Le scelte del Governo Meloni tra numeri, Banca Centrale e Unione Europea




Categoria: ITALIA
09/10/2022 alle ore 13:25



Giorgia Meloni ha la possibilità di non gettare alle ortiche quanto di positivo fatto dal Governo Draghi: dal percorso di riduzione del debito all’affidabilità riconosciuta sui mercati, potrà scegliere di essere molto cauta nell’attraversare l’attuale congiuntura economica.

Pil destinato a crescere solo dello 0,6% nel 2023 dalle previsioni del Governo nella Nota di aggiornamento al Def, e un deficit in discesa dal 5,1% nel 2022 al 3,4% nel 2023, sono frutto di un percorso virtuoso che non deve assolutamente arrestarsi.

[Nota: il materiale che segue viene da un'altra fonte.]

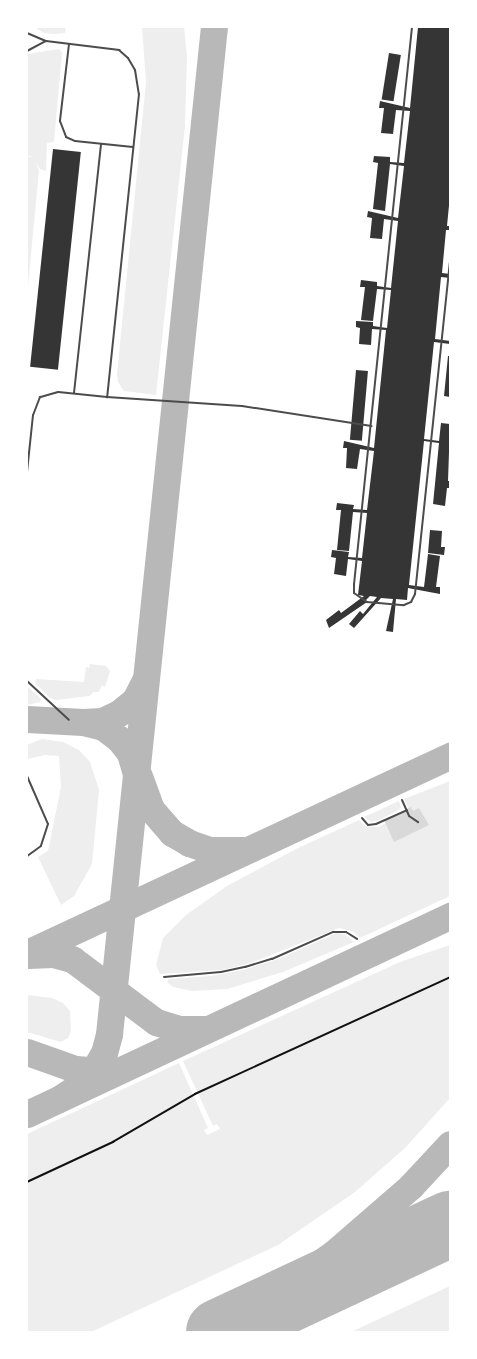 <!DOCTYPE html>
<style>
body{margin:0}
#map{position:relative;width:477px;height:1359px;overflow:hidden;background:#fff;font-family:"IBM Plex Sans",sans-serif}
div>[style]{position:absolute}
.green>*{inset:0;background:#eee}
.water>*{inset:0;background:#d9d9d9}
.taxiway>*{height:27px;margin:-13.5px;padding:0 13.5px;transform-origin:13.5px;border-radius:13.5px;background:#b8b8b8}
.runway>*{height:66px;margin:-33px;padding:0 33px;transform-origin:33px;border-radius:33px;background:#b8b8b8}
.building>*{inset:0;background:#353535;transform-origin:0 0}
.path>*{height:1.5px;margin:-0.75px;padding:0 0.75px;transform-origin:0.75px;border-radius:0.75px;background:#111}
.service>*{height:2px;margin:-1px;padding:0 1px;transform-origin:1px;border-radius:1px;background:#4c4c4c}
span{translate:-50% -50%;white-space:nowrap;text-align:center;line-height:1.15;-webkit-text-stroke:5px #fff;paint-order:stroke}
.frame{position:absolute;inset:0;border:28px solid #fff;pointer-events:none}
</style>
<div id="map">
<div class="green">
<i style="clip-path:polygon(34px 27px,66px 27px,65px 33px,54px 34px,44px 33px)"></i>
<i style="clip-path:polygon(142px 27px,184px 27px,187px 56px,185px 126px,156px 395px,124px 391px,118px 382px,117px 374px,146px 82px)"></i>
<i style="clip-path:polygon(59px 49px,62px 53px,54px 142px,47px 143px,46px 171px,40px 169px,35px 161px,39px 170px,27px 297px,27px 157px,34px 157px,27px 156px,27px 54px)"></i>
<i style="clip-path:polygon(90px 664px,106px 666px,110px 671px,105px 687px,102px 685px,99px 692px,93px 692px,90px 696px,56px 700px,50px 698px,35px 683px,36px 679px,84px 682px,86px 667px,89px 668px)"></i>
<i style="clip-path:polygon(27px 686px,41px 699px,40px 702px,27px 705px)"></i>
<i style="clip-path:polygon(42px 739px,63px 742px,79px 750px,90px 762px,99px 790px,92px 864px,74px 896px,61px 905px,38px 857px,48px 851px,61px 787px,59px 756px,45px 755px,28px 759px,27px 745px)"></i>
<i style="clip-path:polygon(450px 781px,450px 896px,360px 938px,354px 932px,339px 928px,251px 963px,222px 970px,160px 974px,156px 965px,163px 938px,186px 915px,227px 886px,296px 849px,359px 820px,365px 826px,378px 827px,410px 811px,404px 799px)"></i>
<i style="clip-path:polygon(399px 801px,401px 808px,397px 811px,377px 821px,371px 822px,364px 817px)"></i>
<i style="clip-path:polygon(337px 933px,345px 934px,354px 942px,283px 972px,227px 989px,192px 991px,173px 987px,167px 982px,169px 979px,211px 976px,243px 970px,278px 959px)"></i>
<i style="clip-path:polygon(450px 945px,450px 1098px,406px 1147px,355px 1192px,278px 1245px,91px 1332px,27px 1332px,27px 1134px,179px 1063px,208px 1128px,204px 1130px,207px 1135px,220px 1129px,217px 1124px,213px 1126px,183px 1061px,400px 962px)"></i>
<i style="clip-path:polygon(27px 995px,52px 998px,63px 1003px,70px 1011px,71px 1031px,68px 1038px,61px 1042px,27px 1032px)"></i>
<i style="clip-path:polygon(450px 1286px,450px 1332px,351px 1332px)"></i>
</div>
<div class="water">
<i style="clip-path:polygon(411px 807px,413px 811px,419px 808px,429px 825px,394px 842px,384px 820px)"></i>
</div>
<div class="taxiway">
<i style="left:27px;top:719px;width:56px;rotate:3.1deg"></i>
<i style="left:136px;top:774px;width:22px;rotate:-106deg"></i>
<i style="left:130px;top:753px;width:18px;rotate:-128deg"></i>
<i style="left:119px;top:739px;width:20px;rotate:-143deg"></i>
<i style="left:103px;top:727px;width:21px;rotate:-166deg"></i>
<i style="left:83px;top:722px;width:19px;rotate:-3deg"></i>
<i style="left:102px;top:721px;width:19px;rotate:-25deg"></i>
<i style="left:119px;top:713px;width:21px;rotate:-39deg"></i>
<i style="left:135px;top:700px;width:20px;rotate:-63deg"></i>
<i style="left:139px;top:776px;width:35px;rotate:70deg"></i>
<i style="left:151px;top:809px;width:32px;rotate:49deg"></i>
<i style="left:172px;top:833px;width:20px;rotate:30deg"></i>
<i style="left:189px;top:843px;width:21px;rotate:19deg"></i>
<i style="left:209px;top:850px;width:33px"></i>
<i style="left:27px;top:953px;width:467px;rotate:-25deg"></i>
<i style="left:28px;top:955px;width:25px;rotate:-2deg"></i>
<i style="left:53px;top:954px;width:20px;rotate:15deg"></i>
<i style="left:72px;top:959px;width:105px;rotate:36.9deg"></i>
<i style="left:156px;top:1022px;width:24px;rotate:17deg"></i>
<i style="left:179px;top:1029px;width:24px"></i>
<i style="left:27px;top:1052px;width:51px;rotate:19.5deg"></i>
<i style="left:75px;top:1069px;width:32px;rotate:4deg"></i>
<i style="left:59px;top:1099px;width:24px;rotate:-33deg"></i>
<i style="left:79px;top:1086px;width:22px;rotate:-47deg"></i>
<i style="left:94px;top:1070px;width:20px;rotate:-60deg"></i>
<i style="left:104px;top:1053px;width:20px;rotate:-75deg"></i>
<i style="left:109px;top:1034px;width:1012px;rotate:-84.05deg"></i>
<i style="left:27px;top:1114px;width:467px;rotate:-25.1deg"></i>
<i style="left:212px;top:1332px;width:66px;rotate:-30.1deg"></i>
<i style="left:269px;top:1299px;width:80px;rotate:-35.3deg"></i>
<i style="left:334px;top:1253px;width:102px;rotate:-41deg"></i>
<i style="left:411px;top:1186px;width:57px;rotate:-47.1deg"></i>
</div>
<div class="runway">
<i style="left:219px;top:1332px;width:255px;rotate:-25.1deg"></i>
</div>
<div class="building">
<i style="clip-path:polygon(418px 27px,450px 27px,450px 195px,447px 226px,450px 226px,450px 230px,446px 230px,442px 273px,450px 274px,450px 278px,441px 277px,435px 339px,450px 341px,450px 344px,434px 342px,424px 439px,439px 441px,441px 423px,450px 424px,448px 481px,450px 481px,450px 488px,447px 488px,445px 506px,433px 504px,439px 443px,424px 441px,409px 585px,424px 587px,428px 554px,440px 556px,436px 587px,440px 587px,440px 594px,408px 588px,407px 600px,396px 599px,393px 632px,386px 631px,393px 599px,381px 598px,354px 628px,349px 624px,360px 611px,363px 614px,377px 597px,370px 596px,366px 600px,367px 602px,329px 628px,326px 620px,339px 610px,341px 613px,364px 596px,358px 595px,362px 561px,348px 559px,346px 576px,334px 574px,336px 558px,331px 557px,332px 550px,349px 552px,348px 557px,362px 558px,367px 513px,353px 512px,349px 551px,337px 550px,341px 510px,336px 510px,337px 503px,354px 505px,353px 509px,367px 510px,374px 451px,360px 449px,357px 469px,346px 468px,347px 448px,343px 448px,344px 441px,374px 448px,386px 330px,372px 329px,371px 345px,359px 344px,360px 328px,356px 327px,356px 321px,373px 322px,373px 326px,387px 328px,391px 290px,377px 289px,373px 321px,361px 320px,365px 287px,360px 287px,361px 280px,377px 282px,377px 286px,391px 288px,398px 221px,384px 219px,382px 239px,370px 238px,372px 218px,367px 217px,368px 211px,398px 218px,404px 166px,390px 164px,385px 211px,373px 209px,378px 163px,373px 162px,374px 156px,390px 157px,390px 162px,404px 163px,410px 111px,396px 110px,393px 134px,381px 133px,384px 108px,379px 108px,380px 101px,410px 108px)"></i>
<i style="left:389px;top:53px;width:12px;height:47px;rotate:9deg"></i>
<i style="left:53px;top:149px;width:28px;height:219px;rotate:6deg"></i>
<i style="clip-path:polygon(448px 356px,450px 356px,450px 397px,444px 396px)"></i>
<i style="left:356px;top:370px;width:12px;height:70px;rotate:5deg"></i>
<i style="clip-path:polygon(430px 530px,442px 531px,441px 547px,445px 547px,444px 555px,428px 553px)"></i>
</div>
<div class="path">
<i style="left:27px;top:1182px;width:95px;rotate:-24.9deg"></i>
<i style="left:113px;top:1142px;width:95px;rotate:-30.3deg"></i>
<i style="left:195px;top:1094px;width:281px;rotate:-24.6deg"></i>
</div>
<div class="service">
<i style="left:412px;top:27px;width:560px;rotate:95.94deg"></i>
<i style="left:354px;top:584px;width:9px;rotate:90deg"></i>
<i style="left:354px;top:593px;width:16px;rotate:35deg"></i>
<i style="left:367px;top:602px;width:37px;rotate:5deg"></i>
<i style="left:404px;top:605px;width:8px;rotate:-23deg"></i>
<i style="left:411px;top:602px;width:9px;rotate:-63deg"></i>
<i style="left:415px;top:594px;width:333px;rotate:-84deg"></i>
<i style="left:27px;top:33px;width:21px;rotate:23deg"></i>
<i style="left:46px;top:41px;width:74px;rotate:7deg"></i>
<i style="left:119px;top:50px;width:12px;rotate:42deg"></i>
<i style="left:128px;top:58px;width:14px;rotate:60deg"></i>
<i style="left:135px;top:70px;width:24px;rotate:81deg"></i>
<i style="left:139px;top:94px;width:305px;rotate:96deg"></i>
<i style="left:107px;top:397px;width:49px;rotate:-174.2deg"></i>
<i style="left:58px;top:392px;width:19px;rotate:164deg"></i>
<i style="left:40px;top:397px;width:19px;rotate:111deg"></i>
<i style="left:33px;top:415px;width:57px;rotate:96deg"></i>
<i style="left:69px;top:44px;width:78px;rotate:96.7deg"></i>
<i style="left:60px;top:121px;width:17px;rotate:69deg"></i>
<i style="left:66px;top:137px;width:10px;rotate:24deg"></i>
<i style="left:75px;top:141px;width:58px;rotate:5.9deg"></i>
<i style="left:27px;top:51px;width:21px;rotate:-28deg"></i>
<i style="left:74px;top:393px;width:250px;rotate:-83.8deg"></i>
<i style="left:107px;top:397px;width:135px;rotate:3.8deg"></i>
<i style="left:242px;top:406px;width:131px;rotate:8.8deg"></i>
<i style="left:27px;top:681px;width:57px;rotate:42.9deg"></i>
<i style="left:27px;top:776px;width:52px;rotate:66.4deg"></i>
<i style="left:48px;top:824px;width:23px;rotate:108deg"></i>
<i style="left:41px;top:846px;width:17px;rotate:144deg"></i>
<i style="left:402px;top:800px;width:17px;rotate:66deg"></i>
<i style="left:409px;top:816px;width:11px;rotate:34deg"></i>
<i style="left:362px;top:818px;width:9px;rotate:49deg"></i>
<i style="left:368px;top:825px;width:8px;rotate:-7deg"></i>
<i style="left:376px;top:824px;width:34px;rotate:-24deg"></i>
<i style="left:164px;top:977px;width:57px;rotate:-5deg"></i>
<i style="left:221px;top:972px;width:25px;rotate:-12deg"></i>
<i style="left:245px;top:967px;width:28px;rotate:-17deg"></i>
<i style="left:272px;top:959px;width:67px;rotate:-23.9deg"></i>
<i style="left:333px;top:932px;width:13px"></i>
<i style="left:346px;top:932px;width:13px;rotate:32deg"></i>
</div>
<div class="frame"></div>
</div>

Nelle misure economiche da adottare entro novembre, data concessa eccezionalmente dalla Commissione Europea per la presentazione del programma economico del nuovo esecutivo, dovrà tener conto degli scenari di recessione previsti anche dalle organizzazioni internazionali, fornendo sostegno alle imprese nel delicato capitolo degli acquisti per l’energia (crediti di imposta, iva ridotta sul gas, la riduzione degli oneri di sistema) ma anche a cittadini e famiglie (indicizzando le pensioni, rinnovando alcuni contratti del pubblico impiego, tagliando il cuneo fiscale) senza passare per ulteriori aumenti del deficit e cercando, con l’affidabilità, di contenere i costi del debito pubblico, destinati a salire in virtù dell’annunciata stretta di politica monetaria da parte della Banca Centrale Europea.

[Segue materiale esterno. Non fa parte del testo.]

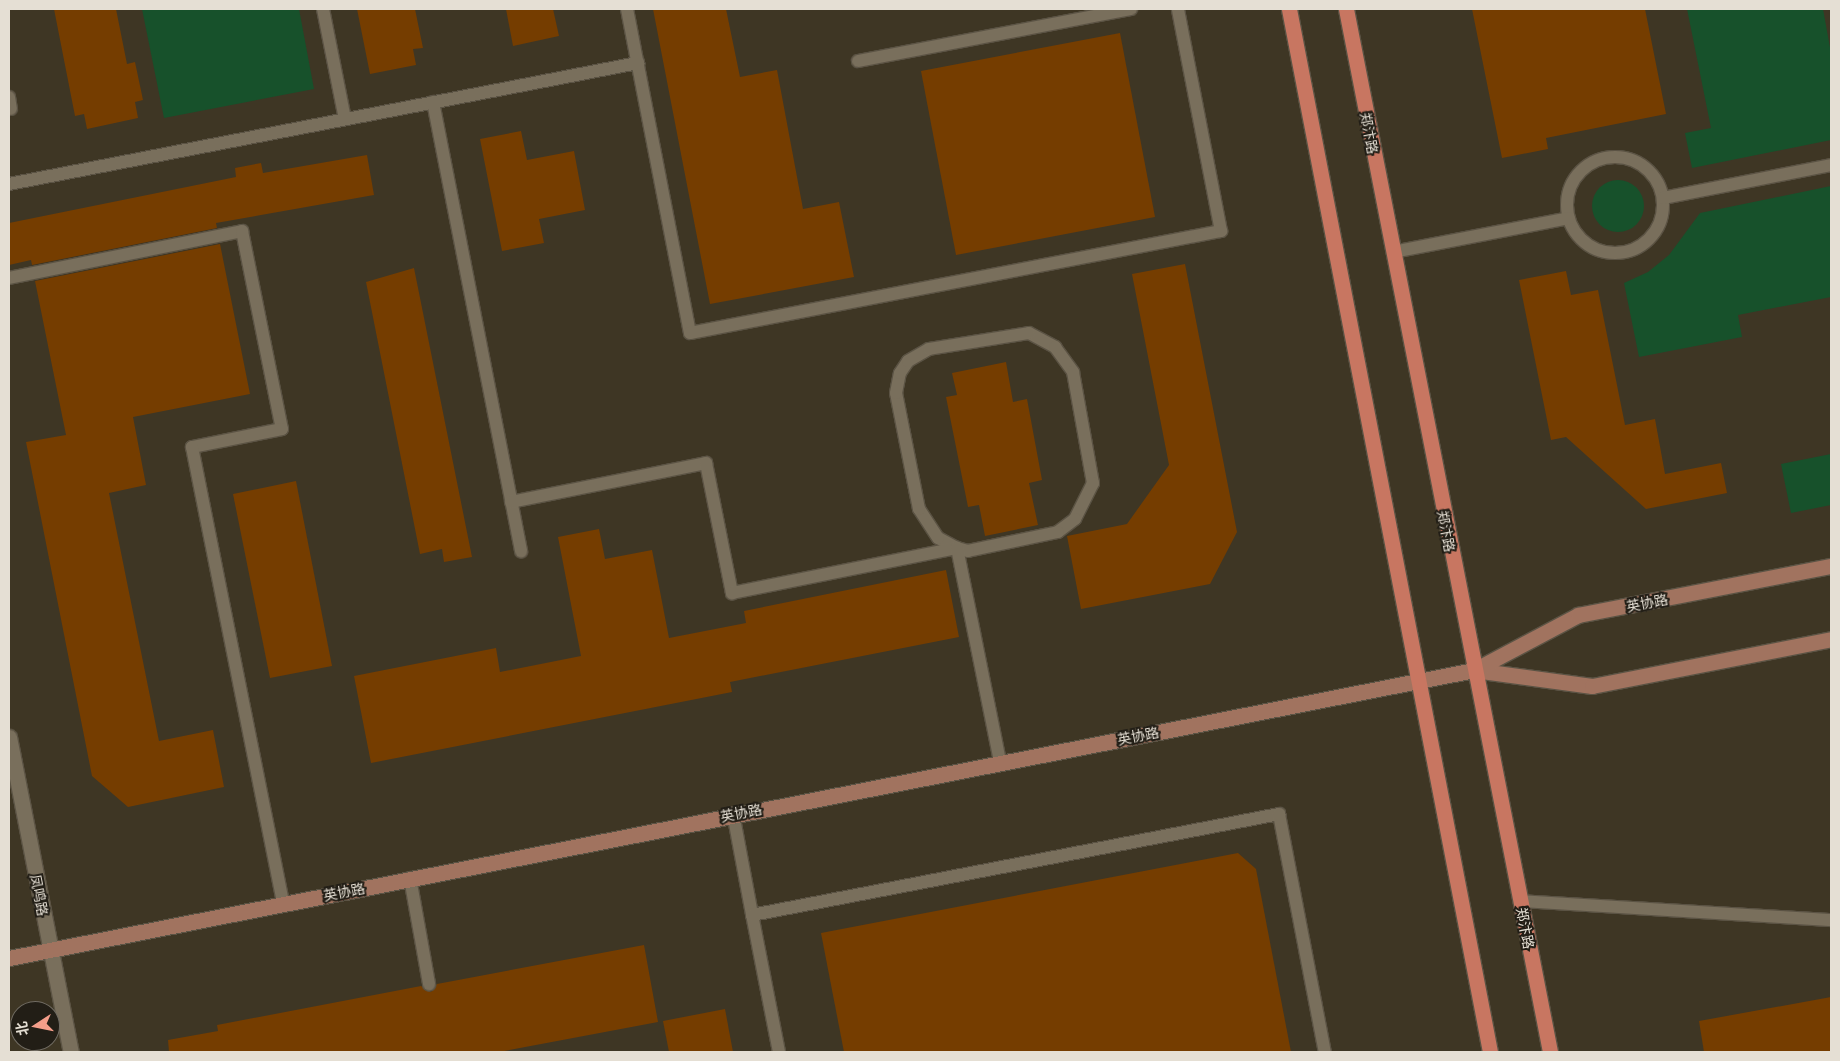 <!DOCTYPE html>
<meta charset="utf-8">
<style>
body{margin:0}
#map{position:relative;width:1840px;height:1061px;overflow:hidden;background:#3e3624;font-family:Literata,"Noto Sans SC",serif}
div>[style]{position:absolute}
[style*='--x']{left:calc(var(--x)*1px);top:calc(var(--y)*1px);width:calc(var(--w)*1px);rotate:calc(var(--a)*1deg)}
.green>*{inset:0;background:#17512b}
.round{border-radius:50%}
.building>*{inset:0;background:#753d00}
.roads{filter:drop-shadow(1px 0 #5b5344) drop-shadow(-1px 0 #5b5344) drop-shadow(0 1px #5b5344) drop-shadow(0 -1px #5b5344)}
.lane>*{height:12px;margin:-6px;padding:0 6px;transform-origin:6px;border-radius:6px;background:#796f5c}
.lane>.ring{margin:-6px;padding:0;box-sizing:content-box;background:none;border:12px solid #796f5c;border-radius:50%}
.street>*{height:15px;margin:-7.5px;padding:0 7.5px;transform-origin:7.5px;border-radius:7.5px;background:#796f5c}
.secondary>*{height:15px;margin:-7.5px;padding:0 7.5px;transform-origin:7.5px;border-radius:7.5px;background:#a1735f}
.primary>*{height:15px;margin:-7.5px;padding:0 7.5px;transform-origin:7.5px;border-radius:7.5px;background:#c87661}
span{translate:-50% -50%;white-space:nowrap;text-align:center;line-height:1.15;-webkit-text-stroke:4px #221e16;paint-order:stroke}
.street-label{font-size:14px;color:#e5dfd4}
.frame{position:absolute;inset:0;border:10px solid #e5dfd4;pointer-events:none}
.north{position:absolute;left:10px;top:1001px;width:50px;height:50px;box-sizing:border-box;background:#221e16;border:1px solid #706b62;border-radius:50%;rotate:259deg;font-size:14px;font-weight:700;line-height:20px;text-align:center;color:#e5dfd4}
.north::after{content:'';display:block;margin:auto;width:18px;height:22px;background:#f49e8a;clip-path:polygon(50% 0,100% 100%,50% 72%,0 100%)}
</style>
<div id="map">
<div class="green">
<i style="clip-path:polygon(142px 9px,299px 9px,314px 89px,164px 118px)"></i>
<i style="clip-path:polygon(1687px 9px,1823px 9px,1831px 53px,1831px 140px,1692px 168px,1685px 133px,1711px 128px)"></i>
<i class="round" style="left:1592px;top:180px;width:52px;height:52px"></i>
<i style="clip-path:polygon(1831px 186px,1831px 297px,1738px 315px,1742px 337px,1639px 357px,1624px 283px,1648px 272px,1669px 255px,1700px 213px)"></i>
<i style="clip-path:polygon(1831px 454px,1831px 505px,1791px 513px,1781px 464px)"></i>
</div>
<div class="building">
<i style="clip-path:polygon(54px 9px,116px 9px,127px 64px,135px 62px,143px 100px,135px 102px,138px 118px,87px 129px,84px 114px,75px 116px)"></i>
<i style="clip-path:polygon(357px 9px,415px 9px,423px 48px,413px 49px,416px 65px,370px 74px)"></i>
<i style="clip-path:polygon(506px 9px,553px 9px,559px 36px,513px 46px)"></i>
<i style="clip-path:polygon(653px 9px,726px 9px,740px 77px,777px 70px,803px 209px,839px 202px,854px 277px,710px 304px)"></i>
<i style="clip-path:polygon(1472px 9px,1645px 9px,1666px 114px,1546px 138px,1548px 149px,1502px 158px)"></i>
<i style="clip-path:polygon(1120px 33px,1155px 217px,956px 255px,921px 71px)"></i>
<i style="clip-path:polygon(521px 131px,527px 160px,574px 151px,585px 210px,539px 219px,544px 243px,502px 251px,480px 139px)"></i>
<i style="clip-path:polygon(367px 155px,374px 195px,216px 223px,217px 228px,32px 265px,31px 260px,9px 265px,9px 223px,236px 177px,235px 168px,261px 163px,263px 173px)"></i>
<i style="clip-path:polygon(220px 244px,250px 394px,133px 417px,146px 485px,109px 493px,159px 741px,213px 730px,224px 787px,128px 807px,92px 776px,26px 442px,66px 435px,35px 281px)"></i>
<i style="clip-path:polygon(1185px 264px,1237px 532px,1210px 584px,1081px 609px,1067px 536px,1127px 524px,1169px 465px,1132px 274px)"></i>
<i style="clip-path:polygon(414px 268px,472px 557px,444px 562px,442px 549px,420px 554px,366px 282px)"></i>
<i style="clip-path:polygon(1566px 271px,1571px 295px,1598px 290px,1625px 425px,1655px 419px,1665px 474px,1721px 463px,1727px 493px,1646px 509px,1566px 437px,1551px 440px,1519px 280px)"></i>
<i style="clip-path:polygon(1006px 362px,1013px 402px,1027px 399px,1042px 480px,1029px 483px,1038px 525px,985px 536px,979px 505px,968px 507px,946px 397px,957px 395px,952px 373px)"></i>
<i style="clip-path:polygon(296px 481px,332px 666px,270px 678px,233px 494px)"></i>
<i style="clip-path:polygon(599px 529px,605px 559px,652px 550px,669px 638px,746px 623px,744px 611px,946px 570px,959px 637px,730px 682px,732px 692px,371px 763px,354px 676px,496px 648px,500px 672px,581px 656px,558px 537px)"></i>
<i style="clip-path:polygon(1238px 853px,1256px 869px,1291px 1052px,844px 1052px,821px 933px)"></i>
<i style="clip-path:polygon(644px 945px,658px 1022px,499px 1052px,169px 1052px,168px 1040px,218px 1031px,217px 1025px,421px 986px,431px 992px,437px 984px)"></i>
<i style="clip-path:polygon(1831px 997px,1831px 1052px,1704px 1052px,1699px 1021px)"></i>
<i style="clip-path:polygon(725px 1009px,733px 1052px,669px 1052px,663px 1021px)"></i>
</div>
<div class="roads">
<div class="lane">
<i style="--x:323;--y:9;--w:112;--a:78.7"></i>
<i style="--x:627;--y:9;--w:330;--a:79"></i>
<i style="--x:690;--y:333;--w:541;--a:-10.87"></i>
<i style="--x:1221;--y:231;--w:226;--a:-101"></i>
<i style="--x:858;--y:61;--w:278;--a:-10.8"></i>
<i style="--x:9;--y:97;--w:12;--a:81"></i>
<i style="--x:433;--y:102;--w:458;--a:78.9"></i>
<i class="ring" style="left:1567px;top:157px;width:84px;height:84px"></i>
<i style="--x:9;--y:184;--w:641;--a:-10.89"></i>
<i style="--x:1663;--y:198;--w:171;--a:-11.1"></i>
<i style="--x:1393;--y:252;--w:179;--a:-10.9"></i>
<i style="--x:9;--y:278;--w:238;--a:-11.4"></i>
<i style="--x:242;--y:231;--w:202;--a:78.6"></i>
<i style="--x:282;--y:429;--w:92;--a:168.7"></i>
<i style="--x:192;--y:447;--w:465;--a:78.7"></i>
<i style="--x:1029;--y:333;--w:30;--a:28"></i>
<i style="--x:1055;--y:347;--w:31;--a:54"></i>
<i style="--x:1073;--y:372;--w:113;--a:79.8"></i>
<i style="--x:1093;--y:483;--w:40;--a:116.6"></i>
<i style="--x:1075;--y:519;--w:21;--a:143"></i>
<i style="--x:1058;--y:532;--w:92;--a:168.1"></i>
<i style="--x:968;--y:551;--w:11;--a:-165"></i>
<i style="--x:957;--y:548;--w:21;--a:-152"></i>
<i style="--x:938;--y:538;--w:35;--a:-123"></i>
<i style="--x:919;--y:509;--w:118;--a:-101.2"></i>
<i style="--x:896;--y:393;--w:20;--a:-79"></i>
<i style="--x:900;--y:373;--w:14;--a:-56"></i>
<i style="--x:908;--y:361;--w:24;--a:-30"></i>
<i style="--x:929;--y:349;--w:101;--a:-9.1"></i>
<i style="--x:511;--y:502;--w:199;--a:-11.3"></i>
<i style="--x:706;--y:463;--w:133;--a:78.7"></i>
<i style="--x:732;--y:593;--w:229;--a:-11.3"></i>
<i style="--x:957;--y:548;--w:217;--a:78.6"></i>
<i style="--x:733;--y:813;--w:104;--a:79.4"></i>
<i style="--x:410;--y:878;--w:108;--a:79.8"></i>
<i style="--x:1520;--y:901;--w:312;--a:3.5"></i>
<i style="--x:779;--y:1052;--w:140;--a:-101.1"></i>
<i style="--x:752;--y:915;--w:537;--a:-10.85"></i>
<i style="--x:1279;--y:814;--w:242;--a:79.1"></i>
</div>
<div class="street">
<i style="--x:9;--y:737;--w:321;--a:78.9"></i>
</div>
<div class="secondary">
<i style="--x:1474;--y:670;--w:119;--a:7.7"></i>
<i style="--x:1592;--y:686;--w:244;--a:-11.1"></i>
<i style="--x:9;--y:958;--w:1493;--a:-11.12"></i>
<i style="--x:1474;--y:670;--w:118;--a:-27.9"></i>
<i style="--x:1578;--y:615;--w:258;--a:-11"></i>
</div>
<div class="primary">
<i style="--x:1289;--y:9;--w:1062;--a:79.09"></i>
<i style="--x:1346;--y:9;--w:1063;--a:78.93"></i>
</div>
</div>
<div class="street-label">
<span style="left:1370px;top:133px;rotate:79deg">郑汴路</span>
<span style="left:1447px;top:531px;rotate:79deg">郑汴路</span>
<span style="left:1647px;top:602px;rotate:-11deg">英协路</span>
<span style="left:1138px;top:735px;rotate:-11deg">英协路</span>
<span style="left:741px;top:812px;rotate:-11deg">英协路</span>
<span style="left:344px;top:891px;rotate:-11deg">英协路</span>
<span style="left:40px;top:895px;rotate:79deg">凤鸣路</span>
<span style="left:1526px;top:928px;rotate:79deg">郑汴路</span>
</div>
<div class="frame"></div>
<div class="north">北</div>
</div>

Dovrà garantirsi l’arrivo delle prossime tranches del Recovery Fund (oltre 150 miliardi da spendere entro i prossimi 3 anni) pur con le eventuali correzioni annunciate al Piano nazionale di ripresa e resilienza annunciate durante la campagna elettorale, senza dimenticare che dal 2024 rientrerà in vigore il Patto di Stabilita e crescita, modificato sulla base degli accordi che saranno presi in seno alla Commissione Europea.

Il piano nazionale di ripresa e resilienza in realtà affronta tutti i punti che hanno causato la perdita di competitività del Paese negli ultimi 20 anni, e non agganciarne la correzione in maniera dialogante con la Commissione, rappresenterebbe una grave sconfitta per l’Italia.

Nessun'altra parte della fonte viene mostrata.